> _Material for this task_:

= Beginning of Section =

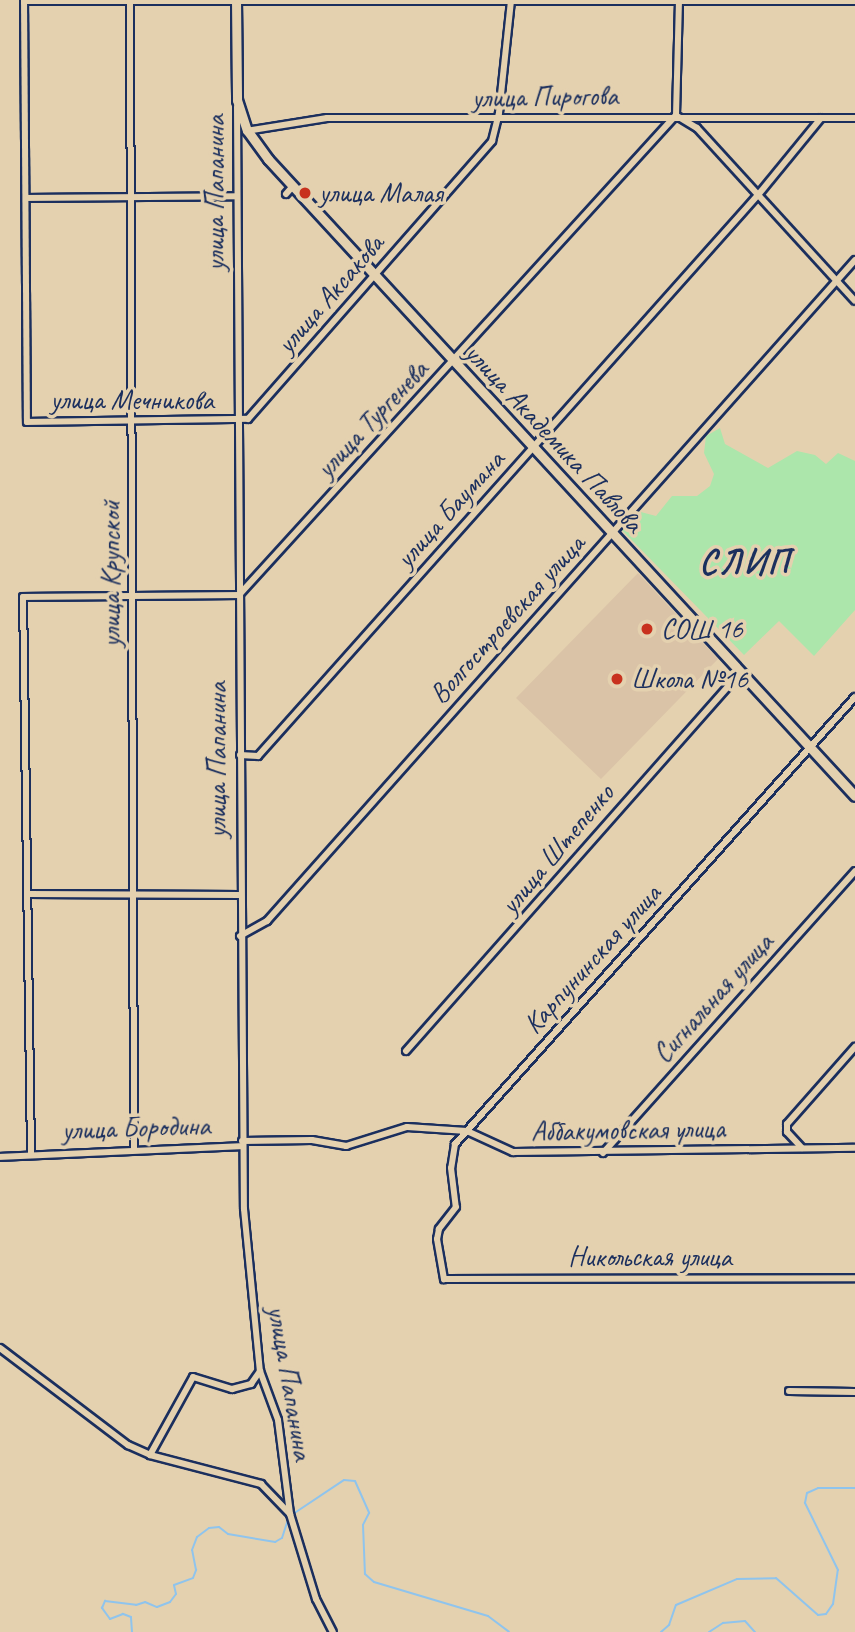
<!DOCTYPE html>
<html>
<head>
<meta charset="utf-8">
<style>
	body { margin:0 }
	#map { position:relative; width:855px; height:1632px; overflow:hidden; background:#e4d1af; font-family:Caveat,sans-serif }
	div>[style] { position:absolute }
	.built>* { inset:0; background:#dac3a7 }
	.green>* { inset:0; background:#ace6ab }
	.stream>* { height:2px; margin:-1px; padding:0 1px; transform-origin:1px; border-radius:1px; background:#8fc4ed }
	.roads { filter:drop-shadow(2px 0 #1b2f5e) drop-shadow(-2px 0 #1b2f5e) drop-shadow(0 2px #1b2f5e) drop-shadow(0 -2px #1b2f5e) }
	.street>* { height:6px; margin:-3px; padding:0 3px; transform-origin:3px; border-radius:3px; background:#e4d1af }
	.secondary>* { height:9px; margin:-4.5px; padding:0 4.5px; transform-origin:4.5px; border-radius:4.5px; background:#e4d1af }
	.dots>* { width:19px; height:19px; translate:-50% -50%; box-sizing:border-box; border:4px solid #e4d1af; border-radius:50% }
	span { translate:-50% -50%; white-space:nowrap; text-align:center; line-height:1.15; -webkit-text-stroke:7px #e4d1af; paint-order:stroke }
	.street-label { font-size:28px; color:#1b2f5e }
	.poi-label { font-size:28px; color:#1b2f5e }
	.left { translate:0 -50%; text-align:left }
	.district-label { font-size:35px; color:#1b2f5e; font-weight:700; letter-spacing:2px }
</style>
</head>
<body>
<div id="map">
	<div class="built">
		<i style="clip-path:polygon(638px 573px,718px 659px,601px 779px,516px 698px)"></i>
	</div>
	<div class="green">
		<i style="clip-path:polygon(720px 428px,725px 444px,768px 468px,797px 451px,815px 455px,826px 464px,838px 453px,855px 461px,855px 610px,814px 656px,779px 621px,744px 655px,621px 529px,637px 511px,656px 516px,672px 496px,697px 496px,710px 486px,714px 474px,704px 453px,706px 436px)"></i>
	</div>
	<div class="stream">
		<i style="left:293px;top:1514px;width:61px;rotate:-33.7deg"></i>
		<i style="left:344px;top:1480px;width:11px;rotate:5deg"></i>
		<i style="left:355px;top:1481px;width:35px;rotate:66deg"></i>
		<i style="left:369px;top:1513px;width:13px;rotate:117deg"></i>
		<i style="left:363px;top:1525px;width:49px;rotate:87.7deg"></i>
		<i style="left:365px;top:1574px;width:12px;rotate:42deg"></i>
		<i style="left:374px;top:1582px;width:119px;rotate:16.6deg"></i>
		<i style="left:488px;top:1616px;width:26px;rotate:37deg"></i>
		<i style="left:132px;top:1632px;width:15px;rotate:-94deg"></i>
		<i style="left:131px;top:1617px;width:9px;rotate:-159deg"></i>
		<i style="left:123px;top:1614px;width:14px;rotate:159deg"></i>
		<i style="left:110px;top:1619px;width:14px;rotate:-126deg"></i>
		<i style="left:102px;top:1608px;width:8px;rotate:-67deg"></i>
		<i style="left:105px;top:1601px;width:31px;rotate:7deg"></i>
		<i style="left:136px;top:1605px;width:9px;rotate:-18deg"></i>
		<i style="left:145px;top:1602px;width:13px;rotate:23deg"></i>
		<i style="left:157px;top:1607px;width:14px;rotate:-21deg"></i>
		<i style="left:170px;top:1602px;width:10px;rotate:-53deg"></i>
		<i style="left:176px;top:1594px;width:9px;rotate:-103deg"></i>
		<i style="left:174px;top:1585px;width:20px;rotate:-20deg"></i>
		<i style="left:193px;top:1578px;width:9px;rotate:-69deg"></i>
		<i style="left:196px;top:1570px;width:20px;rotate:-101deg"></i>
		<i style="left:192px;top:1550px;width:14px;rotate:-69deg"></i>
		<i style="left:197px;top:1537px;width:15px;rotate:-37deg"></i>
		<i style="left:209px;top:1528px;width:10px;rotate:-6deg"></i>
		<i style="left:219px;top:1527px;width:11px;rotate:38deg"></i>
		<i style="left:228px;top:1534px;width:48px;rotate:9.7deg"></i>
		<i style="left:275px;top:1542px;width:8px;rotate:-30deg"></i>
		<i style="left:282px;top:1538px;width:22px;rotate:-72deg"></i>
		<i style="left:661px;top:1632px;width:11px;rotate:-41deg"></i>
		<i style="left:669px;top:1625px;width:21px;rotate:-71deg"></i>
		<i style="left:676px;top:1605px;width:66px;rotate:-23.1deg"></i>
		<i style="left:737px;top:1579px;width:39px;rotate:-1deg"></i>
		<i style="left:776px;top:1578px;width:56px;rotate:41.4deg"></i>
		<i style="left:818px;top:1615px;width:8px;rotate:-7deg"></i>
		<i style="left:826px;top:1614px;width:12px;rotate:-55deg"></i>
		<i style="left:833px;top:1604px;width:34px;rotate:-82deg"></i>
		<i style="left:838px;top:1570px;width:75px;rotate:-116.2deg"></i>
		<i style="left:805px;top:1503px;width:10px;rotate:-79deg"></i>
		<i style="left:807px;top:1493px;width:12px;rotate:-24deg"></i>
		<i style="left:818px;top:1488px;width:37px"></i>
		<i style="left:709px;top:1632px;width:17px;rotate:-33deg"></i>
		<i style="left:723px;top:1623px;width:22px;rotate:-5deg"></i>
		<i style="left:745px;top:1621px;width:15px;rotate:48deg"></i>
	</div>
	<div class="roads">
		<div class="street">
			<i style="left:24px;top:0;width:422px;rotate:89.6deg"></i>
			<i style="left:27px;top:422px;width:221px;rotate:-0.8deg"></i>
			<i style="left:248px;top:419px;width:370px;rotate:-48.7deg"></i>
			<i style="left:492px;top:141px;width:29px;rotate:-76deg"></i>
			<i style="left:499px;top:113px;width:114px;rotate:-83.9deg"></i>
			<i style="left:130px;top:0;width:1148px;rotate:89.8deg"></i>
			<i style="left:24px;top:1px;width:831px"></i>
			<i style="left:237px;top:107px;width:1102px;rotate:89.64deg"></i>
			<i style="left:244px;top:1209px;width:163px;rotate:84.4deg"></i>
			<i style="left:260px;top:1371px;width:52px;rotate:69.8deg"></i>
			<i style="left:278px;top:1420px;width:95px;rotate:82.7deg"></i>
			<i style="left:676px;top:115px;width:114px;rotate:-88.5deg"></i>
			<i style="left:677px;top:116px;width:23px;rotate:31deg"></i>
			<i style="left:697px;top:128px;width:234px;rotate:47.6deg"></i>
			<i style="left:246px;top:131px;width:82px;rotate:-9.1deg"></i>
			<i style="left:327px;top:118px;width:528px"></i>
			<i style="left:286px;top:194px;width:9px;rotate:-49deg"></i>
			<i style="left:26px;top:198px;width:211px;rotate:-0.5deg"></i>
			<i style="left:855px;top:697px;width:600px;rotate:131.82deg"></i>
			<i style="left:455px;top:1144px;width:24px;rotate:99deg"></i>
			<i style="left:451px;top:1168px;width:39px;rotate:83deg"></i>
			<i style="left:456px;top:1207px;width:28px;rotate:128deg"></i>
			<i style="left:439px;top:1229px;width:10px;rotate:101deg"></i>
			<i style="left:437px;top:1239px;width:41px;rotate:80.1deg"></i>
			<i style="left:444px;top:1279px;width:411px;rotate:-0.1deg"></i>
			<i style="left:240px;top:755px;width:18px;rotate:3deg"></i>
			<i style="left:258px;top:756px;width:751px;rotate:-48.29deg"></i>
			<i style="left:758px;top:195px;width:99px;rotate:-50.7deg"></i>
			<i style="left:28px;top:894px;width:213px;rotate:0.3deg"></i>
			<i style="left:240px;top:936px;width:31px;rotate:-29deg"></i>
			<i style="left:267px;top:921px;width:885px;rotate:-48.34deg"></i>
			<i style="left:406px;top:1051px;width:504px;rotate:-48.54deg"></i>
			<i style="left:242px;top:1141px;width:70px;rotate:-0.8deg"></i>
			<i style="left:312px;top:1140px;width:35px;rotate:10deg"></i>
			<i style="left:346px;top:1146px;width:64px;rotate:-17.3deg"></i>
			<i style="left:407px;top:1127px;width:60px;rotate:3.8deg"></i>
			<i style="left:467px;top:1131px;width:51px;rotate:24.5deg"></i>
			<i style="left:513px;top:1152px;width:342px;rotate:-0.7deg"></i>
			<i style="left:802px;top:1148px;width:22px;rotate:-133deg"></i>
			<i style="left:787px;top:1132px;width:8px;rotate:-90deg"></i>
			<i style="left:787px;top:1124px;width:103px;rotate:-48.6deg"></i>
			<i style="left:31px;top:1153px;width:556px;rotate:-90.82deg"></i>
			<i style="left:23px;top:597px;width:216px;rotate:-0.5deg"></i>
			<i style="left:239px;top:595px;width:649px;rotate:-47.68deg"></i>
			<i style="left:603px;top:1153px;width:378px;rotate:-48.2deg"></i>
			<i style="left:0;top:1157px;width:242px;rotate:-2.6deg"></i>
			<i style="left:0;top:1348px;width:161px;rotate:37.2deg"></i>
			<i style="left:128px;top:1445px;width:24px;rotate:24deg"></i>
			<i style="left:150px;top:1455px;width:115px;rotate:14.6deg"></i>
			<i style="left:261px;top:1484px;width:42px;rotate:46deg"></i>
			<i style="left:290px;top:1514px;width:89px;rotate:73deg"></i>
			<i style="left:316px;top:1599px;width:37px;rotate:63deg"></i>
			<i style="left:789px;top:1391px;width:66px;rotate:0.9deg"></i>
			<i style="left:150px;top:1455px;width:89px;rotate:-61.1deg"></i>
			<i style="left:193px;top:1377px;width:41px;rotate:17.1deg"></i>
			<i style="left:232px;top:1389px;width:20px;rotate:-15deg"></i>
			<i style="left:251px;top:1384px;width:16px;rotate:-55deg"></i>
		</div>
		<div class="secondary">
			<i style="left:236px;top:0;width:100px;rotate:89.4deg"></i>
			<i style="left:237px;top:100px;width:32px;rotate:72deg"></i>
			<i style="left:247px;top:130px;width:36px;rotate:54deg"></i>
			<i style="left:268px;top:159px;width:866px;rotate:47.34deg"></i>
		</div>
	</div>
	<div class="dots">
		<i style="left:305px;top:193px;background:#c8321e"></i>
		<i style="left:647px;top:629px;background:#c8321e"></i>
		<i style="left:617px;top:679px;background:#c8321e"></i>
	</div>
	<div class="street-label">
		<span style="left:545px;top:97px;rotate:-1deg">улица Пирогова</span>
		<span style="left:215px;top:193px;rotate:-90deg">улица Папанина</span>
		<span style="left:330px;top:294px;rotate:-49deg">улица Аксакова</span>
		<span style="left:132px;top:400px">улица Мечникова</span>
		<span style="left:372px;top:419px;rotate:-47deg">улица Тургенева</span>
		<span style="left:554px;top:438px;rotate:47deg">улица Академика Павлова</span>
		<span style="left:450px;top:509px;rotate:-48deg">улица Баумана</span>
		<span style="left:111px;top:574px;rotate:-90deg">улица Крупской</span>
		<span style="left:507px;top:619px;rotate:-48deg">Волгостроевская улица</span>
		<span style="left:217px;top:760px;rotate:-90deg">улица Папанина</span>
		<span style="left:557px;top:849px;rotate:-50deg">улица Штепенко</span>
		<span style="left:592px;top:959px;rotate:-48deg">Карпунинская улица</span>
		<span style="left:713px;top:998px;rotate:-48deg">Сигнальная улица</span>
		<span style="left:136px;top:1128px;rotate:-2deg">улица Бородина</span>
		<span style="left:628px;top:1130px;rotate:-1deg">Аббакумовская улица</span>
		<span style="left:650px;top:1257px">Никольская улица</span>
		<span style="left:290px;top:1383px;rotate:80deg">улица Папанина</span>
	</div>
	<div class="poi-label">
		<span class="left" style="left:319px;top:193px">улица Малая</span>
		<span class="left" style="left:661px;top:629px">СОШ 16</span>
		<span class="left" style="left:631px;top:679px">Школа №16</span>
	</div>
	<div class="district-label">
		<span style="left:745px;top:562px">СЛИП</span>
	</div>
</div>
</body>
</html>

= End of Section =

> _The problem_: The required answer is each line of the entries containing the string "stream".

> _Answer space_:
	.stream>* { height:2px; margin:-1px; padding:0 1px; transform-origin:1px; border-radius:1px; background:#8fc4ed }
	<div class="stream">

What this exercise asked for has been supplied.